“As the splintered separate opinions at the panel and rehearing stages illustrate, the Federal Circuit is deeply divided over the proper application of this Court’s framework, and the content of that framework is central here.” – Brief of U.S. Solicitor General
The United States Solicitor General has recommended granting review in American Axle & Manufacturing v. Neapco Holdings, a case many in the patent community hope will provide clarity on U.S. patent eligibility law. The Supreme Court asked for the views of the Solicitor General in May of 2021 and the response has been highly anticipated.

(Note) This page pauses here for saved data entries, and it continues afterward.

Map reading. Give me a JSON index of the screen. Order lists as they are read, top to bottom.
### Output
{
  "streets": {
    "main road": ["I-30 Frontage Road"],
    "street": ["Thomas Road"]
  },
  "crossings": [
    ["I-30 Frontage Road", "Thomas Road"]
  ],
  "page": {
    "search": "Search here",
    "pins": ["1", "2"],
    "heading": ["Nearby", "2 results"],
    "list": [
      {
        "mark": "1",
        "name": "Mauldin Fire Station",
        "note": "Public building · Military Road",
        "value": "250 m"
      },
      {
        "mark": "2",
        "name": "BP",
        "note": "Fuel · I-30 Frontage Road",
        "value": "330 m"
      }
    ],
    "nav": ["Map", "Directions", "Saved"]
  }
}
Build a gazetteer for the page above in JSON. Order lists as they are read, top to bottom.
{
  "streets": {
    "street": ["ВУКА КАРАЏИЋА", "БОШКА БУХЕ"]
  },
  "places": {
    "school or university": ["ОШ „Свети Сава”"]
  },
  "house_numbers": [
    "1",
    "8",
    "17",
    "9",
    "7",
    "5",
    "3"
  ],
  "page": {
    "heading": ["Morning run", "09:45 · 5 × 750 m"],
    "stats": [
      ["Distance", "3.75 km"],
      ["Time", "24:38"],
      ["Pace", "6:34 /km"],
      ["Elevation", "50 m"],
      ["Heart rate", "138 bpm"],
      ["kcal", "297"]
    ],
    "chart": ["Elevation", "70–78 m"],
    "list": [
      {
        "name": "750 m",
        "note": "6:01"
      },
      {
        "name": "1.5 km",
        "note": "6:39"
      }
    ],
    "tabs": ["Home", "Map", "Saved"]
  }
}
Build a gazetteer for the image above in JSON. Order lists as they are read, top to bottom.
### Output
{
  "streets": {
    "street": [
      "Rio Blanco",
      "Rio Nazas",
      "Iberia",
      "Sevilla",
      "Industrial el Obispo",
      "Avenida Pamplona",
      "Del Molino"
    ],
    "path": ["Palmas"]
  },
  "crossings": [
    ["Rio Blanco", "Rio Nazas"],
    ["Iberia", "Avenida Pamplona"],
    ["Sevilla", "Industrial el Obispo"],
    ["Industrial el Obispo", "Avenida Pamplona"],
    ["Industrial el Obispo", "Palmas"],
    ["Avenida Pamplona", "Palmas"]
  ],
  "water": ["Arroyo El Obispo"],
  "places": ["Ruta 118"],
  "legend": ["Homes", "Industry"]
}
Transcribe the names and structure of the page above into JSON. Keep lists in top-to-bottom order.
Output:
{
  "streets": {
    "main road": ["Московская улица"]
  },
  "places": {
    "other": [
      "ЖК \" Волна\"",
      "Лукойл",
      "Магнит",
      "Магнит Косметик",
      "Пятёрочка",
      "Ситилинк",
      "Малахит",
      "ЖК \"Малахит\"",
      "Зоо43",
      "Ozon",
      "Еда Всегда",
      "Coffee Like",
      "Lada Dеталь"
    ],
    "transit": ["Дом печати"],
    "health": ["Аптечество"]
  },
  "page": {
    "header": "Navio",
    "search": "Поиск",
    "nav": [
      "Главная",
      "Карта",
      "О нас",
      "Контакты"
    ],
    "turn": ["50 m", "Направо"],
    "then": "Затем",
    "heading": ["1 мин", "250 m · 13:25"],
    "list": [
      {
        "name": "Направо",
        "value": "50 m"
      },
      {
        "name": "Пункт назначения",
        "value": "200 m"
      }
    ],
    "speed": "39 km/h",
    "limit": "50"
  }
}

The SG’s brief says that inventions like the one at issue in American Axle have “[h]istorically…long been viewed as paradigmatic examples of the ‘arts’ or ‘processes’ that may receive patent protection if other statutory criteria are satisfied” and that the U.S. Court of Appeals for the Federal Circuit “erred in reading this Court’s precedents to dictate a contrary conclusion.”
The brief explains in no uncertain terms that claim 22 of the patent at issue in the case does not “simply describe or recite” a natural law and ultimately should have been held patent eligible.
American Axle filed a petition for certiorari with the Supreme Court on December 28, 2020, following the U.S. Court of Appeals for the Federal Circuit’s July 2020 modified judgment and October 2019 panel opinion affirming the district court’s ruling that American Axle’s claims directed to driveshaft automotive technology were ineligible under Section 101. Judge Moore dissented, saying that “the majority’s decision expands § 101 well beyond its statutory gate-keeping function and the role of this appellate court well beyond its authority.”
American Axle is asking the Supreme Court to consider the following questions:
- What is the appropriate standard for determining whether a patent claim is “directed to” a patent-ineligible concept under step 1 of the Court’s two-step framework for determining whether an invention is eligible for patenting under 35 U.S.C. § 101?
- Is patent eligibility (at each step of the Court’s two-step framework) a question of law for the court based on the scope of the claims or a question of fact for the jury based on the state of art at the time of the patent?
The SG recommends granting the petition as to question 1 “as framed in this brief.” The Court often follows the advice of the SG regarding whether or not to grant a petition.
The brief rejects Neapco’s argument that the petition should be denied because the case was decided “after full fact and expert discovery” and the decision “factbound and narrow.” The SG says: “As the splintered separate opinions at the panel and rehearing stages illustrate, the Federal Circuit is deeply divided over the proper application of this Court’s framework, and the content of that framework is central here.”
While Neapco suggested dealing with eligibility law in a software or life sciences case, the SG says:
[I]n applying Section 101 to the more traditional industrial manufacturing method at issue here, the Court can more readily draw on historical practice and precedent to clarify the governing principles, which can then be translated to other contexts.
With respect to the second question presented in the petition, the SG recommends first dealing with question one, since “[t]he answer to that satellite procedural question depends on the substantive Section 101 standard…. The Court accordingly should grant review on the first question presented…[and] [i]f necessary, it may then address, in this case or a future one, whether applying that standard entails a legal, factual, or hybrid analysis.”
IPWatchdog will have more on the SG’s brief in the coming days and weeks and when the Court decides whether to grant or reject the petition.